The mother of a former seventh-grade softball player has sued her daughter’s school, and the school’s director of athletics, over her daughter’s treatment. The mother claims her daughter was overworked and made to pitch while feeling discomfort, leading to an injury.

As reported by, Jane Woods sued the Hun School of Princeton, Athletic Director William Quirk Jr., and his assistant Kathryn Quirk on behalf of her daughter, Calin Christianson. Woods claims that her daughter pitched two entire games on April 11 and 13, 2012, then during a game on April 17, she felt discomfort in her back. She was checked out by an athletic trainer for muscle knots, sent back to the field, and told to pitch.

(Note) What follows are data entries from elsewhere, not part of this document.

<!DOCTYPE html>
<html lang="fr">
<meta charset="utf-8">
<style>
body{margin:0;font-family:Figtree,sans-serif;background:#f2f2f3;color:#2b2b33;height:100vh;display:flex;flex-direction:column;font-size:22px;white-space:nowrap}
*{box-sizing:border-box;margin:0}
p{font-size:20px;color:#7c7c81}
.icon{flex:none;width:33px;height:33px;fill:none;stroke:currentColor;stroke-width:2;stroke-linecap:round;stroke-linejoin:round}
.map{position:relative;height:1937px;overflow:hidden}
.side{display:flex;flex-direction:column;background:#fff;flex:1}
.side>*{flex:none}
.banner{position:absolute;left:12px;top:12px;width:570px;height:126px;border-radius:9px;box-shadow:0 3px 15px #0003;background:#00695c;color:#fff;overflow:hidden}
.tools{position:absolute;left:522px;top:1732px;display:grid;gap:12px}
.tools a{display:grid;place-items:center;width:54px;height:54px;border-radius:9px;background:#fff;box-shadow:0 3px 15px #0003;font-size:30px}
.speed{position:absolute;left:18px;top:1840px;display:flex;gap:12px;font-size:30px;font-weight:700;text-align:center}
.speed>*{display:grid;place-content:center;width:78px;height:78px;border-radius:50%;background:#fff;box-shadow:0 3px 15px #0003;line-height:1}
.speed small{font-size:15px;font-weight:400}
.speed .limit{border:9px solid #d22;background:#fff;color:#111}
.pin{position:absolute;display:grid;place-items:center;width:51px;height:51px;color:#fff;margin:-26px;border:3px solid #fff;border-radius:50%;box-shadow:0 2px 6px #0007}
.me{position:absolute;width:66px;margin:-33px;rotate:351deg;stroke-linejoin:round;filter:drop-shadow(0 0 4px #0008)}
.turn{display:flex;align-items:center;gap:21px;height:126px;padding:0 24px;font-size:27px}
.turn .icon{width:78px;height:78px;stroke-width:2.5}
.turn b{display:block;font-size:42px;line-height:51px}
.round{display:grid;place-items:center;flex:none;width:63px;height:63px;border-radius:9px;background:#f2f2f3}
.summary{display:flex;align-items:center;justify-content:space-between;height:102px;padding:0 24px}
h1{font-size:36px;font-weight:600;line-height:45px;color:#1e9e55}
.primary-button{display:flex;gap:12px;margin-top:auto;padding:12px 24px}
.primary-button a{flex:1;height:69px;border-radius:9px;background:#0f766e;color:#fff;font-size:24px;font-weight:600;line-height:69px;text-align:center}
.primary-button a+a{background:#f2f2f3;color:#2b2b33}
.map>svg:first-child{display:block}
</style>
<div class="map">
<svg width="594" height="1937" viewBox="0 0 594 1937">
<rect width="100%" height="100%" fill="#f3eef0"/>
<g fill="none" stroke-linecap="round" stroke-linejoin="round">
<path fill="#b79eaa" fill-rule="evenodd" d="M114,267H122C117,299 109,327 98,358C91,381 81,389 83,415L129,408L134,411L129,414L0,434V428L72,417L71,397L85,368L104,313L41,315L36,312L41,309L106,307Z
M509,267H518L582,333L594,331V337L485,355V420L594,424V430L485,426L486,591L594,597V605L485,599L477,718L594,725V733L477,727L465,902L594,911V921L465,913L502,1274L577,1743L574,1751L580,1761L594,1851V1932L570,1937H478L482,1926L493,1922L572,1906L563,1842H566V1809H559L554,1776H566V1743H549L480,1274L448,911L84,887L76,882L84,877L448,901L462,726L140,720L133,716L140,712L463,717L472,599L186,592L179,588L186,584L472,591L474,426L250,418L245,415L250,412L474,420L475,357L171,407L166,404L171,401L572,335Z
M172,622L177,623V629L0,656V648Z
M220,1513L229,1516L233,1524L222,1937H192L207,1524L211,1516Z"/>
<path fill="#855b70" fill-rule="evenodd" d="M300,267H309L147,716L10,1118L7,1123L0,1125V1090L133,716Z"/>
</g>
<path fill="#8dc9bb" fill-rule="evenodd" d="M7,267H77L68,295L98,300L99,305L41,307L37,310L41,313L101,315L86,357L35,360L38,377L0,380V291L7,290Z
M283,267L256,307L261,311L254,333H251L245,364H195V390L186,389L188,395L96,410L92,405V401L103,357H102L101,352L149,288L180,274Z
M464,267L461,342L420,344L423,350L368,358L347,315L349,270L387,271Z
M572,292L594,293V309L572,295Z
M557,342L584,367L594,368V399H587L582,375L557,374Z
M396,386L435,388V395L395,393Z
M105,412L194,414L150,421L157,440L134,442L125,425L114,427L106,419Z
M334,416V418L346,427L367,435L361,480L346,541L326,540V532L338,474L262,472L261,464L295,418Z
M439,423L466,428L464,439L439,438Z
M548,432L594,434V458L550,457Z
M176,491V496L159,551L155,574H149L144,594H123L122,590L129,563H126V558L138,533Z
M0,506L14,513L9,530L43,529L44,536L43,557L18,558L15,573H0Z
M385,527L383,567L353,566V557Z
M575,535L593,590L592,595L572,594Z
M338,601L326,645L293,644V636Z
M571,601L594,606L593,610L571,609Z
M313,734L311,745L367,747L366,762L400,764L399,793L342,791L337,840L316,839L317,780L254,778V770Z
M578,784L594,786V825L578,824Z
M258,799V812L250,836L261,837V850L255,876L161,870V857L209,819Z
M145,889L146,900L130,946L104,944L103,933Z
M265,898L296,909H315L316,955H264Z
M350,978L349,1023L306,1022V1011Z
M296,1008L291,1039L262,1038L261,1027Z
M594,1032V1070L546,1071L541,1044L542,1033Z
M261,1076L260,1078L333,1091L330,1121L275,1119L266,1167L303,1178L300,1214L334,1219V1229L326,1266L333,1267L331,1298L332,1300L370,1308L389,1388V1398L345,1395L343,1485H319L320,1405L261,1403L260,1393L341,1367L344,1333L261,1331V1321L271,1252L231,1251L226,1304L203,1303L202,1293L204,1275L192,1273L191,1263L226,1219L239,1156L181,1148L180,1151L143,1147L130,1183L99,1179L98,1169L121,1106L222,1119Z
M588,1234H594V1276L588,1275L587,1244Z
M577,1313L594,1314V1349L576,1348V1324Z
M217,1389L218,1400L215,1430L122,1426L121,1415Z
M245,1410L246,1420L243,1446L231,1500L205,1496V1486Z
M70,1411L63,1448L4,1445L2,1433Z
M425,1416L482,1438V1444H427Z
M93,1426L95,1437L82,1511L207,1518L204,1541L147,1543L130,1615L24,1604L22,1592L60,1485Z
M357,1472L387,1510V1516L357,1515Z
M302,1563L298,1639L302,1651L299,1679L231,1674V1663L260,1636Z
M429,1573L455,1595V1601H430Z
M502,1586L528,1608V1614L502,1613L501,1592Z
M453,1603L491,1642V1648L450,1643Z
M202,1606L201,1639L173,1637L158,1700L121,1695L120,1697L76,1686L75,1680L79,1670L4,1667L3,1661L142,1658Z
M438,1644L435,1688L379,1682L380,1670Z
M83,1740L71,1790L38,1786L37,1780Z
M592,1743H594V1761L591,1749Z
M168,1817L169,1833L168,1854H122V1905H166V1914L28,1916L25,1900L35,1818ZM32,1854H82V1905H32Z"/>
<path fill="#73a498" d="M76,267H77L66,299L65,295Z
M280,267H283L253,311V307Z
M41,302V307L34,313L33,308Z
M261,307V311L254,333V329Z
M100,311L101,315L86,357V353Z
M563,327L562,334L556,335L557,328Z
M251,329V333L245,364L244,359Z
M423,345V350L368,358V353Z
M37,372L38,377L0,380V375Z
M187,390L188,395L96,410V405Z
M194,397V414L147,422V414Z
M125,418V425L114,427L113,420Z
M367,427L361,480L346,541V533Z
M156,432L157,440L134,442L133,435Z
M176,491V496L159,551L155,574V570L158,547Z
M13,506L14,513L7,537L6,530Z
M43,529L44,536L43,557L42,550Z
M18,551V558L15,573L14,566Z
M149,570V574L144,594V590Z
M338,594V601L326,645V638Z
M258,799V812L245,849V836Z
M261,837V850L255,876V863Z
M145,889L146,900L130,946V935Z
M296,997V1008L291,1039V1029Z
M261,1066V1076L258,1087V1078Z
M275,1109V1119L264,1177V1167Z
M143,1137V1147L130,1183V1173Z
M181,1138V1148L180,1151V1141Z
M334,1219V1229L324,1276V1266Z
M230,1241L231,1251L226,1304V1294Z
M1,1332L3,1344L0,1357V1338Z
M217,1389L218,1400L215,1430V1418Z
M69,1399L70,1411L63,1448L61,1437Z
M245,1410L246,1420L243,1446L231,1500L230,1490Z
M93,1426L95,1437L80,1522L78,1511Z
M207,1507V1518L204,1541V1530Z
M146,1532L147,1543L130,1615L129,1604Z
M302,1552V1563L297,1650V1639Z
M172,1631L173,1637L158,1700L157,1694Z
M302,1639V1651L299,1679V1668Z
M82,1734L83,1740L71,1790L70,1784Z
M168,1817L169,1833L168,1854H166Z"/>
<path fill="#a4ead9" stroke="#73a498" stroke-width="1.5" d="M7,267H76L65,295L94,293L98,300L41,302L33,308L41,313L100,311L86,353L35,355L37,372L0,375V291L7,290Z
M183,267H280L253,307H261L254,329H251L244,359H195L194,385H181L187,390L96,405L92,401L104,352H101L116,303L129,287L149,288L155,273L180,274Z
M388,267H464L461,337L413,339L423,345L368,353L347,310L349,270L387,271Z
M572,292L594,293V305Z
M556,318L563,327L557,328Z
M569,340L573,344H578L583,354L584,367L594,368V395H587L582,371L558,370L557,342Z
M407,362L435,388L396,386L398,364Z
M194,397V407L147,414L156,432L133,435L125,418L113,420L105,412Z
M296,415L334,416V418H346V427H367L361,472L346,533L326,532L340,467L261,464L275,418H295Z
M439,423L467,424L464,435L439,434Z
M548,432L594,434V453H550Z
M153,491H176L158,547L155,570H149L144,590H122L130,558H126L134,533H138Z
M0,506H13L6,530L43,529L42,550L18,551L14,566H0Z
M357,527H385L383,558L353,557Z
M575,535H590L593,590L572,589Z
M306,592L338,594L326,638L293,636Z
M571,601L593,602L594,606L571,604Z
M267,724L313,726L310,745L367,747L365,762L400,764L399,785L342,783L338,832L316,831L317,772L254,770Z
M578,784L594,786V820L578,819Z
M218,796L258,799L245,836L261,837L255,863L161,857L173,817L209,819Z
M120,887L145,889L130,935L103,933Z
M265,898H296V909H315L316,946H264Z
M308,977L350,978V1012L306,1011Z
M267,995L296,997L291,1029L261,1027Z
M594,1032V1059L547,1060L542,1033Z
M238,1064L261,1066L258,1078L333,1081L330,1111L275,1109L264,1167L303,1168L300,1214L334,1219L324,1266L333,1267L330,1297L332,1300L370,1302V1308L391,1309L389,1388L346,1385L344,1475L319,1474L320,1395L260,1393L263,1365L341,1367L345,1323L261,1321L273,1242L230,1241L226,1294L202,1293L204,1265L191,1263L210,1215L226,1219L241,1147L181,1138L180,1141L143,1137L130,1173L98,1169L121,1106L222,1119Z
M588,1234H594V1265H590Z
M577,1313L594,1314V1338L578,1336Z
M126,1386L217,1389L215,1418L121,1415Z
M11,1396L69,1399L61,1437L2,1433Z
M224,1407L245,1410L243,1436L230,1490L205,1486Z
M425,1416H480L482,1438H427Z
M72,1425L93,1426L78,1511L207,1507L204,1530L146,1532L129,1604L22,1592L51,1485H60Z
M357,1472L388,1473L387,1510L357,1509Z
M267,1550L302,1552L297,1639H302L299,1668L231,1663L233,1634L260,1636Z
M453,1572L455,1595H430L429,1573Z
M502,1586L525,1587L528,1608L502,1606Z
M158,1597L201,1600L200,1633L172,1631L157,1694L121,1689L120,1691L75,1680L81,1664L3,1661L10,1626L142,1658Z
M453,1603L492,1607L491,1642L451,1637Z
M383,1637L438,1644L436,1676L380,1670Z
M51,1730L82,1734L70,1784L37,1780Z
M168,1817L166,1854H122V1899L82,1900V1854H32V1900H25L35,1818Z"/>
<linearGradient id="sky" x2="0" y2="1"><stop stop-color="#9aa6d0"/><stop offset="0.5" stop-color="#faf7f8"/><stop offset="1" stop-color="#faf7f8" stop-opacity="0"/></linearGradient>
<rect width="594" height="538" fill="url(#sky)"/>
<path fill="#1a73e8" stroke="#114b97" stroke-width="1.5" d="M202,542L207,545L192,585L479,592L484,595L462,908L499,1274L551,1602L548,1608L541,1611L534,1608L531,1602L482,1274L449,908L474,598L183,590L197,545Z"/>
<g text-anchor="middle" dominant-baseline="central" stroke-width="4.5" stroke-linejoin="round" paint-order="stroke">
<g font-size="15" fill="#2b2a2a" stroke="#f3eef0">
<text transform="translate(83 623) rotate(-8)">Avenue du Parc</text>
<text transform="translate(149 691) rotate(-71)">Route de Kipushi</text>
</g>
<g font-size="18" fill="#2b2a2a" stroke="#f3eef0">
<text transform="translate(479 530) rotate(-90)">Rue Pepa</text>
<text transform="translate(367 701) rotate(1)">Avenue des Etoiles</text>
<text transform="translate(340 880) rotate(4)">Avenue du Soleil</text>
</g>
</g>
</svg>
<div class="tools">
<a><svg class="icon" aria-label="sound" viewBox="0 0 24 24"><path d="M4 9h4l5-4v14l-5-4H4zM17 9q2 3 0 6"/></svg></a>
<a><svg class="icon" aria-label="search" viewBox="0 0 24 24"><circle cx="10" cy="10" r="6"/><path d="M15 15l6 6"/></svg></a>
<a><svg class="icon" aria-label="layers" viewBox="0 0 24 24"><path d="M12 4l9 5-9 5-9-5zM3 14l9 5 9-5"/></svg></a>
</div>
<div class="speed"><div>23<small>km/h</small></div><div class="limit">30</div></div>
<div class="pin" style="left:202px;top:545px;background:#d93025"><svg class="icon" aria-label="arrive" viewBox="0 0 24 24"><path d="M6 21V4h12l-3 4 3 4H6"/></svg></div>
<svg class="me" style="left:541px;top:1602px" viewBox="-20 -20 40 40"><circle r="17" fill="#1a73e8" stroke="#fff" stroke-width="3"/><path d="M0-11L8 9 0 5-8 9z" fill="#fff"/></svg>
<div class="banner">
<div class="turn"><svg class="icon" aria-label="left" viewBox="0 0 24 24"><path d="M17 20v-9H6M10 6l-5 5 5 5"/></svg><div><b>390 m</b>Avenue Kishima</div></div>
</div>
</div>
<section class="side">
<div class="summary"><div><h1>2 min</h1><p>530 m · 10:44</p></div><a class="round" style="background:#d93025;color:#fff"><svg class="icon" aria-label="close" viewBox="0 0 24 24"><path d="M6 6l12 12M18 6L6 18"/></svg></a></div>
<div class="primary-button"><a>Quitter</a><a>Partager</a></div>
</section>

“After one of the early innings, Cailin was in the dugout when defendant William Quirk directed (her) to follow him behind a shed near home plate,” the suit alleged. The mother claimed that he instructed her daughter to lie down on her side while he was on top of her “with all of his weight manipulating (her) body.”

Later, according to the suit, Quirk performed what the suit called a “bear hug squeeze,” lifting her off the ground. At that point, according to the suit, Christianson “heard a cracking/popping sound in her back and was in excruciating pain.” The suit called the squeeze an “assault and battery.”

Christianson was allegedly forced to finish the inning, before removing herself from the game.

“Rather than properly rest Cailin’s arm and body and track her pitch counts, defendants took a ‘win at all costs’ approach and required Cailin to pitch all games and practices,” the suit said. She overused “her body in an unhealthy and dangerous manner at defendant’s direction due to the repetitive motions required to pitch.”

The school’s headmaster, Jonathon Brougham, released the following statement:

“Hun School student athletes receive the best possible care both on and off the field by certified athletic trainers and staff,” his statement read. “While we do our best to prevent and avoid injuries, there is always the possibility of physical discomfort or injury during athletic play. Student athletes who present persistent or serious injuries are encouraged to seek medical care.”